Stored entries:

=== Begin Enclosure ===

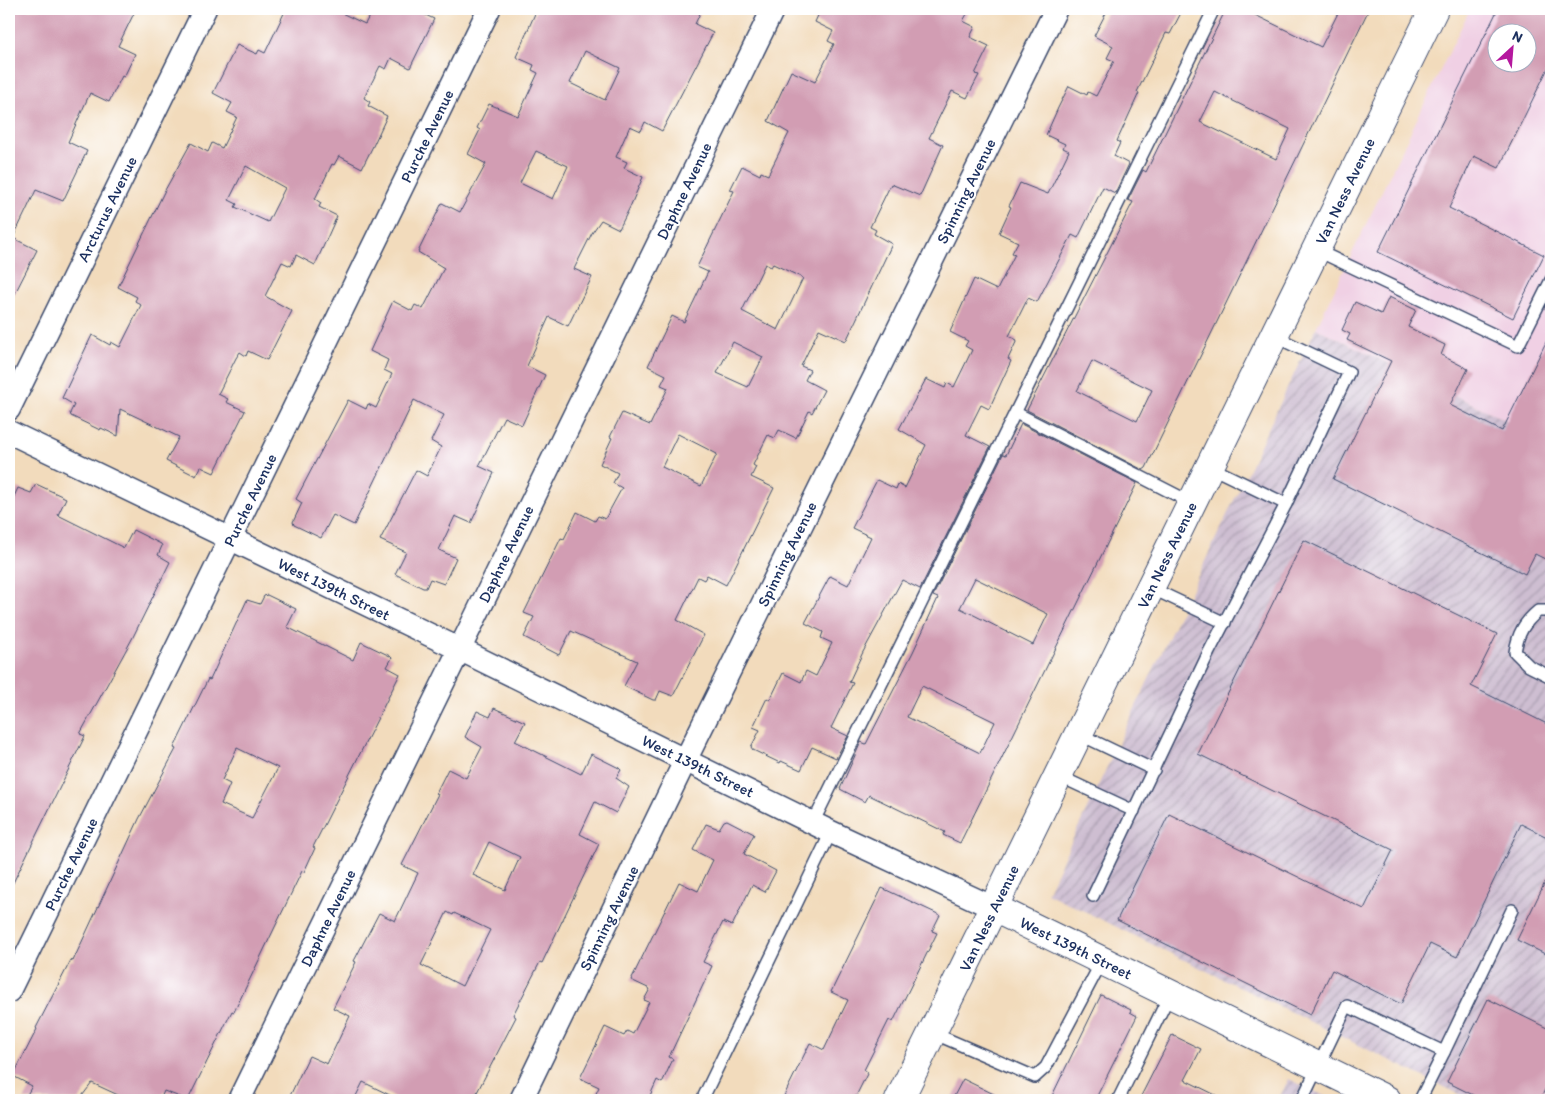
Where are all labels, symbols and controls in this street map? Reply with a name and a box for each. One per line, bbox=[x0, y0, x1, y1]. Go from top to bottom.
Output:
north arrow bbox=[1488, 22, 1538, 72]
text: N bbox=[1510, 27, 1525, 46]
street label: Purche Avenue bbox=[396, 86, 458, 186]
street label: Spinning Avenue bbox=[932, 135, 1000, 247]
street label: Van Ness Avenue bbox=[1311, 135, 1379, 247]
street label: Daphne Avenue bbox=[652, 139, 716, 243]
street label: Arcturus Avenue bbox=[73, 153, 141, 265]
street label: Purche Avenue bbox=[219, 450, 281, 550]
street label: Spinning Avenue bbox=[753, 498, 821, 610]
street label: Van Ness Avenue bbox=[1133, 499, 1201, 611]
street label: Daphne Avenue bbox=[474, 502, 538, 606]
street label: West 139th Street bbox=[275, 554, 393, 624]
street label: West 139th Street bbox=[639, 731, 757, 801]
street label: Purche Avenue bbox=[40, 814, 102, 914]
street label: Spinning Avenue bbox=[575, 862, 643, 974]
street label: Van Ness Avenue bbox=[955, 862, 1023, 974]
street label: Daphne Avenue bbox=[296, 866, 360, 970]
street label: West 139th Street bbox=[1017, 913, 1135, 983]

=== End Enclosure ===

Prompt:
The answer must restate every entry word for word, with the pictures left out.

Exercise output:
Where are all labels, symbols and controls in this street map? Reply with a name and a box for each. One per line, bbox=[x0, y0, x1, y1]. Go from top to bottom.
Output:
north arrow bbox=[1488, 22, 1538, 72]
text: N bbox=[1510, 27, 1525, 46]
street label: Purche Avenue bbox=[396, 86, 458, 186]
street label: Spinning Avenue bbox=[932, 135, 1000, 247]
street label: Van Ness Avenue bbox=[1311, 135, 1379, 247]
street label: Daphne Avenue bbox=[652, 139, 716, 243]
street label: Arcturus Avenue bbox=[73, 153, 141, 265]
street label: Purche Avenue bbox=[219, 450, 281, 550]
street label: Spinning Avenue bbox=[753, 498, 821, 610]
street label: Van Ness Avenue bbox=[1133, 499, 1201, 611]
street label: Daphne Avenue bbox=[474, 502, 538, 606]
street label: West 139th Street bbox=[275, 554, 393, 624]
street label: West 139th Street bbox=[639, 731, 757, 801]
street label: Purche Avenue bbox=[40, 814, 102, 914]
street label: Spinning Avenue bbox=[575, 862, 643, 974]
street label: Van Ness Avenue bbox=[955, 862, 1023, 974]
street label: Daphne Avenue bbox=[296, 866, 360, 970]
street label: West 139th Street bbox=[1017, 913, 1135, 983]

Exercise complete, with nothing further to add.